Inklusiv nach Juchowo

Ute Maria Beese, Adrian Staudacher, Britta Ulzhöfer

Die Emil Molt Akademie (EMA) und die Parzival-Schule Berlin führten gemeinsam ein Erasmus-Projekt in Polen durch. Das Projekt verband Berufsbildung (EMA) und Förderpädagogik (Parzival-Schule). Die Schüler sollten auf einem integrativ arbeitenden Biohof gemeinsam Erfahrungen sammeln und sich kennenlernen. Wirtschaftliches, soziales und ökologisches Handeln bedingen sich gegenseitig – daher die gemeinsame Unternehmung der Berufsbildungsgänge Sozial- und kaufmännische Assistenz der EMA und der Berufsvorbereitung der Klassenstufe 10 der Parzival-Schule. Der Tagesablauf in Juchowo, rund dreihundert Kilometer nordöstlich von Berlin, bestand darin, dass die Schüler in verschiedenen Bereichen der landwirtschaftlichen Produktion, in der Vermarktung, in der Behindertenhilfe und der Hauswirtschaft mitarbeiteten. Die Schüler waren in mehrere Arbeitsgruppen aufgeteilt: Hofladen, landwirtschaftlicher Betrieb, Hauswirtschaft, Gärtnerei und Werkstätten. Die Nachmittage waren für Workshops und fachpraktische Unterrichtseinheiten reserviert. In den abendlichen Besprechungen ging es vor allem darum, die Praxiserfahrungen mit den Vorstellungen einer zukünftigen beruflichen Tätigkeit zu verknüpfen.

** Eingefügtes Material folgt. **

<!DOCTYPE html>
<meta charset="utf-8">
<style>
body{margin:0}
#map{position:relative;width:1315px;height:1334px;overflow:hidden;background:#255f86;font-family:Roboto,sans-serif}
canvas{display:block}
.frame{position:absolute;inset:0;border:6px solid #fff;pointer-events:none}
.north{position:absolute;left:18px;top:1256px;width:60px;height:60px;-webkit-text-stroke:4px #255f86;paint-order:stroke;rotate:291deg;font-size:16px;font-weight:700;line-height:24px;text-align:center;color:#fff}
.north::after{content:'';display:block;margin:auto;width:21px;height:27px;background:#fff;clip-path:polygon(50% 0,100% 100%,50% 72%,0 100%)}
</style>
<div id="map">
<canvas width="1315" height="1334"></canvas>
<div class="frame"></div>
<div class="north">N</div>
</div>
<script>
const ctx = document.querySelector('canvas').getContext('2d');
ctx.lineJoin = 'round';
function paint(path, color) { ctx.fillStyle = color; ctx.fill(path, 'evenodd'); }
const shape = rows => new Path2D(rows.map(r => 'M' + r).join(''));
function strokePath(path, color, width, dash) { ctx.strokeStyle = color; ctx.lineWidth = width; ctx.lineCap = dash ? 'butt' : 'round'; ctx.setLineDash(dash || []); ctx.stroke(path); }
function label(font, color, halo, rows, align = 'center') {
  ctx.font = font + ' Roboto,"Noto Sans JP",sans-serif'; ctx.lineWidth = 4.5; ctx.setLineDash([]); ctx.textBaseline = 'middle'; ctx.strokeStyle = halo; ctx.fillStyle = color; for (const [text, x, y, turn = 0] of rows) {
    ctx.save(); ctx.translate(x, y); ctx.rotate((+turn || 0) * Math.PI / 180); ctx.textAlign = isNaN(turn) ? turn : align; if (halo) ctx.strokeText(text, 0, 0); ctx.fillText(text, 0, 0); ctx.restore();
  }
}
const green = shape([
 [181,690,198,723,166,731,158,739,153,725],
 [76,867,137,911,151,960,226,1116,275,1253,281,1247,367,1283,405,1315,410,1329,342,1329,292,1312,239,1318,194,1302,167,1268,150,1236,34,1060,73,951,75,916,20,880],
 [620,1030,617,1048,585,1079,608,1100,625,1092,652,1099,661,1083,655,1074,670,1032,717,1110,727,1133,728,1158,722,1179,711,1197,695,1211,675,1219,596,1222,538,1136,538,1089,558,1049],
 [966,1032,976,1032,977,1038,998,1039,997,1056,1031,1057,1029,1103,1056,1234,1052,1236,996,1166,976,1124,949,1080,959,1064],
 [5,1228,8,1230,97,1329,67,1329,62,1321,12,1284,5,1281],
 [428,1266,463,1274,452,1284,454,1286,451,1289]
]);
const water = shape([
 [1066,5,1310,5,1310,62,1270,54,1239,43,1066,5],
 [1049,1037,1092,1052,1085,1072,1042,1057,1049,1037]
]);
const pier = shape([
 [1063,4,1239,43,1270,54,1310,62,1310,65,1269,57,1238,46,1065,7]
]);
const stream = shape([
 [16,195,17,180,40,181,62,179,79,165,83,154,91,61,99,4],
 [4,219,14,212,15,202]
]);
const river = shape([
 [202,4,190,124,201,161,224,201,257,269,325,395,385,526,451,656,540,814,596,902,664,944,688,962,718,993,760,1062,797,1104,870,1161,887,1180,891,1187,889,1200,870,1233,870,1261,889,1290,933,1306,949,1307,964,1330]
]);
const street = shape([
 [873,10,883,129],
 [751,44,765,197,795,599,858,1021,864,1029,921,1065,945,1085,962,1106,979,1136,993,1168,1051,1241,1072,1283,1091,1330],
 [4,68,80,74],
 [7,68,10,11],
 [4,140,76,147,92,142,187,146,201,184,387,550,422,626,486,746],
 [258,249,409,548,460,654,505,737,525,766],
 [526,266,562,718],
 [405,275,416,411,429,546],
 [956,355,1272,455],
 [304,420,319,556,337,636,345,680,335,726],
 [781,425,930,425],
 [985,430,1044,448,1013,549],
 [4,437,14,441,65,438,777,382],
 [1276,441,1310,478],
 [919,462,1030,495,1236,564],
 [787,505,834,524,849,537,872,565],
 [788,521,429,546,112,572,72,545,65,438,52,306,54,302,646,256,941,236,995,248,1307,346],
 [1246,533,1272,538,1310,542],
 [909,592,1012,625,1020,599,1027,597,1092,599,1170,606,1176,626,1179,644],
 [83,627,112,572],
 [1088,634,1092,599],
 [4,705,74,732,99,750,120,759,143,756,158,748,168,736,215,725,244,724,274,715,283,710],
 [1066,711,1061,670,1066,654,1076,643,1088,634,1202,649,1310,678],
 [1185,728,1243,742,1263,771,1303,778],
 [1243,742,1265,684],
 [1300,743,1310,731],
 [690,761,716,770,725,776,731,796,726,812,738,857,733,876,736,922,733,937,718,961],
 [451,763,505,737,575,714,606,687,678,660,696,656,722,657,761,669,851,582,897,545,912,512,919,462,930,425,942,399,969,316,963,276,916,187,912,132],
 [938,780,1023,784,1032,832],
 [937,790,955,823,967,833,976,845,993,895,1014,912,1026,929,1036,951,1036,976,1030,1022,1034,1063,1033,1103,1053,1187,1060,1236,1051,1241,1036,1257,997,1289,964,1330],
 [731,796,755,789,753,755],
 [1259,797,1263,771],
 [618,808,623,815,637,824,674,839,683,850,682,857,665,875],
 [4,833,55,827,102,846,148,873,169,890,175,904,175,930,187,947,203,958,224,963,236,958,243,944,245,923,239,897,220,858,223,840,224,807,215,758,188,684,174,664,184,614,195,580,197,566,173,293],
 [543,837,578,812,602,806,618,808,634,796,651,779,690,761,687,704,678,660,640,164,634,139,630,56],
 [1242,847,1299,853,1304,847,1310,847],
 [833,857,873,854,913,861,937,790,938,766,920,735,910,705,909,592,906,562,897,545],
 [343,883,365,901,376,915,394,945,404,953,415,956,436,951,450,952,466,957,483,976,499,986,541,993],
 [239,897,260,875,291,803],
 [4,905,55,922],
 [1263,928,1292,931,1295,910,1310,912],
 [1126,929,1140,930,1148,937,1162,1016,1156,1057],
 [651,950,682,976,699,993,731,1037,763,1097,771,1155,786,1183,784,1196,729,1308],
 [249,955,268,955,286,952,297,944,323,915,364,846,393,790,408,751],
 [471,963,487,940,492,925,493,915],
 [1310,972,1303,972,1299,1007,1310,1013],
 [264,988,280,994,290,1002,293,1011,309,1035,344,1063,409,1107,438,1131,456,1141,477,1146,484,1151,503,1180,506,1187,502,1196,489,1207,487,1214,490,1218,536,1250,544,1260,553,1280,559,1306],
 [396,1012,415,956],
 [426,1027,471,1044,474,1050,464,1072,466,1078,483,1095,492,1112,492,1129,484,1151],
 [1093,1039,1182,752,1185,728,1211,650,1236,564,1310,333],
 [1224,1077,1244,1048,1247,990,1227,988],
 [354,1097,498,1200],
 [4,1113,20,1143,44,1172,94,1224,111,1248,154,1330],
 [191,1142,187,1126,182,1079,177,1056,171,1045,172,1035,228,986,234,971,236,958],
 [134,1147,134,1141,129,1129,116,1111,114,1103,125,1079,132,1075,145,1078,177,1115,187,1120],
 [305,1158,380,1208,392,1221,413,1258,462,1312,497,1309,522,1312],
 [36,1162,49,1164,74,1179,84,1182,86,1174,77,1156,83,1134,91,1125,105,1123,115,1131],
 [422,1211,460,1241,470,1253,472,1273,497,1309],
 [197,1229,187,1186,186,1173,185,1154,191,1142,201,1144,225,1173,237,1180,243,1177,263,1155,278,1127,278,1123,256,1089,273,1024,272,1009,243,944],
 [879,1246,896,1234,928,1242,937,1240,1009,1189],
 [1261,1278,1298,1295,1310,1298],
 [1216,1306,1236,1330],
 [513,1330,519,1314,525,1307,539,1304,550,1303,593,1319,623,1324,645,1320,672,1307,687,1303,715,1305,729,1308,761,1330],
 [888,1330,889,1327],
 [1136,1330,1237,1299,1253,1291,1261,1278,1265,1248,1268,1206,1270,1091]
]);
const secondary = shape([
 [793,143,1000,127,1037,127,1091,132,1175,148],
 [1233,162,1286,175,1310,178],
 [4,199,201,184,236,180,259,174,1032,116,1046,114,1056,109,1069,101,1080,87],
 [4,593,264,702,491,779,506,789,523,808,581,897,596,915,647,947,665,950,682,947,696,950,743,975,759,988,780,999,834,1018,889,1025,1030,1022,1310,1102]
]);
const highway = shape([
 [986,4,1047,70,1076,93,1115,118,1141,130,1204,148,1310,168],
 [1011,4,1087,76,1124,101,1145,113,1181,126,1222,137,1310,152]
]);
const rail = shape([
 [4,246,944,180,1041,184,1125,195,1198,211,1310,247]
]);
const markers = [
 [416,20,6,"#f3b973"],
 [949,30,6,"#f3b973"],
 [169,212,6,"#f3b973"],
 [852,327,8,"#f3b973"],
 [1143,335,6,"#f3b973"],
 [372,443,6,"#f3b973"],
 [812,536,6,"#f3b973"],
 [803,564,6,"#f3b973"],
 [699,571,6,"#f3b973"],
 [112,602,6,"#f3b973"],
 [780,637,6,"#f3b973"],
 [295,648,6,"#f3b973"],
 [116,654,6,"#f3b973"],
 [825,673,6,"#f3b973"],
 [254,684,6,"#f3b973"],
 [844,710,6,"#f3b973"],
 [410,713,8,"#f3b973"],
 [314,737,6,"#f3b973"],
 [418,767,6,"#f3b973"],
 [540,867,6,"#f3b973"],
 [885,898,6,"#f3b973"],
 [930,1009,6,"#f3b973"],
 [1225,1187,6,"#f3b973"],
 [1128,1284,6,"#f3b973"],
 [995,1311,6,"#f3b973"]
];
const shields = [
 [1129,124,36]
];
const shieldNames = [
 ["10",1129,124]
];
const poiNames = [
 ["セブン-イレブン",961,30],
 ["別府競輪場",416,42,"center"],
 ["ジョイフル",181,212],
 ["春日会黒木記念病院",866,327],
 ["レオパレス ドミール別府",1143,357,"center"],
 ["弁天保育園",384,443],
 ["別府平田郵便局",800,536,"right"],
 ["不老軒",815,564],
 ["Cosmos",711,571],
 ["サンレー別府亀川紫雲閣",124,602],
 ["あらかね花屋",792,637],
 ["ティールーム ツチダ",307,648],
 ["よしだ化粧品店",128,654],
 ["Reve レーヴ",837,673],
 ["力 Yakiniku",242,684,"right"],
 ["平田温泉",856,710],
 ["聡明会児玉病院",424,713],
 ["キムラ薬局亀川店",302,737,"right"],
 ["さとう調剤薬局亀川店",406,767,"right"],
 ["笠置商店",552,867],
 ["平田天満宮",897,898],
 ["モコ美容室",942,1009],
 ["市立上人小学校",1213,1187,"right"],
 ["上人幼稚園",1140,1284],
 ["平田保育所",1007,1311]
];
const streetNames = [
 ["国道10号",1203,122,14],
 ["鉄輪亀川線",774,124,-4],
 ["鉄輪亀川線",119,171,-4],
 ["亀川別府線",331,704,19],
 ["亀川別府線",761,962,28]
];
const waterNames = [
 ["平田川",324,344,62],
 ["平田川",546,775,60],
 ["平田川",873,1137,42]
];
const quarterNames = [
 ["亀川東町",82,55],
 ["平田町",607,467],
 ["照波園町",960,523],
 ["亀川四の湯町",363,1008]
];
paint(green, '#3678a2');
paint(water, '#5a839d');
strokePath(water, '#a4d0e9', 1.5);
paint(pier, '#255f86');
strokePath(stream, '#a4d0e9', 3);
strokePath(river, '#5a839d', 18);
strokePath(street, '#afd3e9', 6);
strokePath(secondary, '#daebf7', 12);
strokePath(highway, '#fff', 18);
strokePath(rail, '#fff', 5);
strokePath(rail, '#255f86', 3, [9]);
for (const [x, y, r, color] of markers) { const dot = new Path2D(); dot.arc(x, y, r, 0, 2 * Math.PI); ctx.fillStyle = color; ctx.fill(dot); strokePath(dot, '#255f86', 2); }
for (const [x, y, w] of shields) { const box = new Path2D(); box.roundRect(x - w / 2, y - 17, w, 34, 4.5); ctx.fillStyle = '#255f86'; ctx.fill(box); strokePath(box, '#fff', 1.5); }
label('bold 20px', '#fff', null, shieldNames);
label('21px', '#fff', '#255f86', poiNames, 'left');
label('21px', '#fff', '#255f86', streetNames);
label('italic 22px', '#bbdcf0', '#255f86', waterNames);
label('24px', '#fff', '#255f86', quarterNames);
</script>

Am Wochenende gab es ein Kulturprogramm und einen Ausflug nach Kołobrzeg (Kolberg) ans Meer. Der Hof stellte für die restliche Zeit gemütliche Spiel- und Freizeiträume und weitere Aktivitäten zur Verfügung.

Primäres Ziel der Fahrt war: Inklusion an einem Ort gemeinsam erleben. Dafür war der Hof mit seiner intakten Gemeinschaft ideal. Die Teilnehmer begegneten sich in den zwölf Tagen unvoreingenommen, was sich durch die gemeinsamen Arbeitseinsätze sowie durch das spielerische Erleben und Kennenlernen ganz von selbst ergab. Die Arbeit umfasste Aspekte der Haushaltsführung und der sozialen Arbeit (zum Beispiel musste auch das gemeinsame Essen geplant, produziert und abgerechnet werden). Neben den Arbeitseinsätzen in gemischten und rotierenden Gruppen fanden am Nachmittag gemischte und durch das Gastgeberland Polen und die Europaregion Pomerania inspirierte kulturelle Veranstaltungen, Workshops oder Unterrichte statt.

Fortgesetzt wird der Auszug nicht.